Sunday, 18 December 2011

Book Review - The Weed That Strings the Hangman's Bag

The Weed That Strings the Hangman's Bag (A Flavia de Luce Mystery #2)The Weed That Strings the Hangman's Bag by Alan Bradley

My rating: 5 of 5 stars


Irrepressible Flavia de Luce, the young slueth, chemist, and poisoner-wanna-be, resident of the country house of Buckshore along with her two sisters, the bookworm and the beauty and her widowed father, along with the housekeeper who can't cook and the houseman damaged from the war, returns with aplomb in this mystery set in the post WWII British countryside.



Personally, I adore Flavia. I love her attitude and fearlessness, though as a child I was much more akin to her bookish sister. I love her love for solving crimes that occur in her small town of Bishop's Lacey. I love her for knowing every inch of her hometown library, and for naming her bicycle Gladys, and for the frightening experiments she cooks up in her upstairs labratory.

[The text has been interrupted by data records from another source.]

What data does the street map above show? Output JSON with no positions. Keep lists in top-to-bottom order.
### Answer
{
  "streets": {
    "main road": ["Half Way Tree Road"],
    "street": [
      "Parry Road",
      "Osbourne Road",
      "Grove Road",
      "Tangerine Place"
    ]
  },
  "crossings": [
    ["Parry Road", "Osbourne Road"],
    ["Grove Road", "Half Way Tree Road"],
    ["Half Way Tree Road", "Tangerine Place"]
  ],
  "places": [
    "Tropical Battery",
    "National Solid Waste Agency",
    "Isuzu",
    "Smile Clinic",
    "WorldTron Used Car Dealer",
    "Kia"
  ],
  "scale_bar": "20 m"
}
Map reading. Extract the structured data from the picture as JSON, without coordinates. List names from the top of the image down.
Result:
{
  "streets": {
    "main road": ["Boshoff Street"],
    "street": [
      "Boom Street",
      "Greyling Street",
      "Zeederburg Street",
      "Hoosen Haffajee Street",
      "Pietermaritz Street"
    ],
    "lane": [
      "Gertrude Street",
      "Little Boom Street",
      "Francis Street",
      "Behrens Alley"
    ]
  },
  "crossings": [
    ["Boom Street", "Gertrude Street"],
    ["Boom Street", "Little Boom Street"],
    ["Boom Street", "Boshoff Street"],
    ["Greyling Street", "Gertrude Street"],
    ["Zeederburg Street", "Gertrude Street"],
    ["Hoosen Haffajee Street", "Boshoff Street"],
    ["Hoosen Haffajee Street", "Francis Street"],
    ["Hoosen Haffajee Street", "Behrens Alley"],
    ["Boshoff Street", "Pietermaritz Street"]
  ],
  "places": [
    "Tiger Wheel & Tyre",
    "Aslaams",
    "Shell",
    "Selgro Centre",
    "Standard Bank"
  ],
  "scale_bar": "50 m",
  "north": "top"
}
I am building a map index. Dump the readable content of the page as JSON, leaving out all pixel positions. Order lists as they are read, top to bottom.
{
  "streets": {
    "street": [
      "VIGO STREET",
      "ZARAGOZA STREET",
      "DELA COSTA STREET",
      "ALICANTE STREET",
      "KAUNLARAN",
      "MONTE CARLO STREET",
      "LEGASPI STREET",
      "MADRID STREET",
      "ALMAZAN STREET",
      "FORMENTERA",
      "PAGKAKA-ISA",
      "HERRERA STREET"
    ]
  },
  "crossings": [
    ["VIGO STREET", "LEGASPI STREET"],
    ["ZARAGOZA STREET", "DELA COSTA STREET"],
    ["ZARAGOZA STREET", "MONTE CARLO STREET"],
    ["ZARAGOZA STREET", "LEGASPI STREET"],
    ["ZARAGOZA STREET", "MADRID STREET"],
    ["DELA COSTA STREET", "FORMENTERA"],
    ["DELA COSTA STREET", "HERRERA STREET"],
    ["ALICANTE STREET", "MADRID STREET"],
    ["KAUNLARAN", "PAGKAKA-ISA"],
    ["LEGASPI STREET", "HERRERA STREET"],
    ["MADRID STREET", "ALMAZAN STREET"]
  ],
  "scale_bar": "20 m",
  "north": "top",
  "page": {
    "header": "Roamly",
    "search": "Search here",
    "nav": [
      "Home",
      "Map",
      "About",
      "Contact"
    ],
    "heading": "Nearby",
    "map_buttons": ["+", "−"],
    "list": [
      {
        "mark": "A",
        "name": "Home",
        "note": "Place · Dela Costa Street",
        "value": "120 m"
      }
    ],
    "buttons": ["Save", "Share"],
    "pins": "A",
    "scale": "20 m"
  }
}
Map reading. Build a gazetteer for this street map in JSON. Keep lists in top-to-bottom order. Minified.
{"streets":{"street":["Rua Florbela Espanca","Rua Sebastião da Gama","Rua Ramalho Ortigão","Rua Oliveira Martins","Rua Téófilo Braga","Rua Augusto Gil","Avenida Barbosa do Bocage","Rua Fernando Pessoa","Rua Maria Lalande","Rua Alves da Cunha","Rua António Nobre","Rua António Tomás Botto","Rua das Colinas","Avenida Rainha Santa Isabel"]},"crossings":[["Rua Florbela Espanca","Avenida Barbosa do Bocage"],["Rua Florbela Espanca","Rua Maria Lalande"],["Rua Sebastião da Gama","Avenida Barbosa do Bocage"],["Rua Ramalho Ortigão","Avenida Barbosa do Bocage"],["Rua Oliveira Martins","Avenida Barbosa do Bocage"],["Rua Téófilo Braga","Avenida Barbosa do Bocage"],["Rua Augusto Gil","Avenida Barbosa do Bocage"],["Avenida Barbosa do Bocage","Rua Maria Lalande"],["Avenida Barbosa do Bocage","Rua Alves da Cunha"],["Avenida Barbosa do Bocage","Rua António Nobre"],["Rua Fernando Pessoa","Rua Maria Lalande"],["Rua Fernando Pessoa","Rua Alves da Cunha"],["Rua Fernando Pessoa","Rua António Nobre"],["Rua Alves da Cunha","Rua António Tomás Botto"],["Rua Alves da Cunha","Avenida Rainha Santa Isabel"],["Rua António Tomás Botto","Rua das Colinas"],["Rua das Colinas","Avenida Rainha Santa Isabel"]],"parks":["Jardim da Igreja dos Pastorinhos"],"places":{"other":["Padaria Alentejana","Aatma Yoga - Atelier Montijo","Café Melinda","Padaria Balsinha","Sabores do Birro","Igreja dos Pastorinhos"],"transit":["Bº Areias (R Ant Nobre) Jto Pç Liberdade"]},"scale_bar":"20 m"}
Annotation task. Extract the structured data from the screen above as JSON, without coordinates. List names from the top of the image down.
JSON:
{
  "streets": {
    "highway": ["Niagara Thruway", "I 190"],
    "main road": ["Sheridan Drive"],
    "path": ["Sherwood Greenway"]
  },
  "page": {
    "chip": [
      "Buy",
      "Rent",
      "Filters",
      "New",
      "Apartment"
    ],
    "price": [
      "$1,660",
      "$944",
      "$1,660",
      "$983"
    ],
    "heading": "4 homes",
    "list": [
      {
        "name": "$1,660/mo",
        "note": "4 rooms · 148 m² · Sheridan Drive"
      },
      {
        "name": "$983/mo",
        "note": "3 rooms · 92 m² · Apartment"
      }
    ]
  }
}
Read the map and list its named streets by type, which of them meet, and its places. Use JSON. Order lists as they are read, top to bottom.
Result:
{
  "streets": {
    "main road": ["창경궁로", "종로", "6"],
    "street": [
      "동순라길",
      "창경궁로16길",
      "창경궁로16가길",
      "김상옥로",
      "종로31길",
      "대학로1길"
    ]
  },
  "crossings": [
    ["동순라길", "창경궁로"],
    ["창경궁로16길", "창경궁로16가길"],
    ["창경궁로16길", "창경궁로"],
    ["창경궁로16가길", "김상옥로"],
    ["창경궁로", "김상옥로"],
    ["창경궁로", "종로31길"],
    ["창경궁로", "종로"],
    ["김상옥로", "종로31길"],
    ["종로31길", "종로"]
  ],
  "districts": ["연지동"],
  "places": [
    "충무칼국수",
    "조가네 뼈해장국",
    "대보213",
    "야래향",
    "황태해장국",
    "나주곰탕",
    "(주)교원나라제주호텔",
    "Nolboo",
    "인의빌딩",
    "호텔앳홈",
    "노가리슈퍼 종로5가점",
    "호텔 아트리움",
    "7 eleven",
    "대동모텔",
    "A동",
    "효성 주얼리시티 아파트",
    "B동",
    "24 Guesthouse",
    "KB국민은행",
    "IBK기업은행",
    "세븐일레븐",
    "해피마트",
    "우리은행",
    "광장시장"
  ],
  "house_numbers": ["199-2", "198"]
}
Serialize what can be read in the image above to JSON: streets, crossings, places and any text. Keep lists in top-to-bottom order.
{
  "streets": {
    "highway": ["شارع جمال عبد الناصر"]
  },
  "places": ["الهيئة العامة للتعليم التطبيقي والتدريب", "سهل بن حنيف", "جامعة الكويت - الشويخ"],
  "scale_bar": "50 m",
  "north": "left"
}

In this installment, a travelling puppet show has come to Bishop's Lacey, and of course Flavia gets involved. When a dead body appears on the stage mid-performance, she takes on the task of unravelling the mystery as well as tying it to an unsolved crime five years in the passing that had been passed off as death by misadventure at the time. With several twists, turns, and the odd red herring thrown in for good measure, it's a satisfying mystery with fantastic historic touches and a heroine you can't help but adore.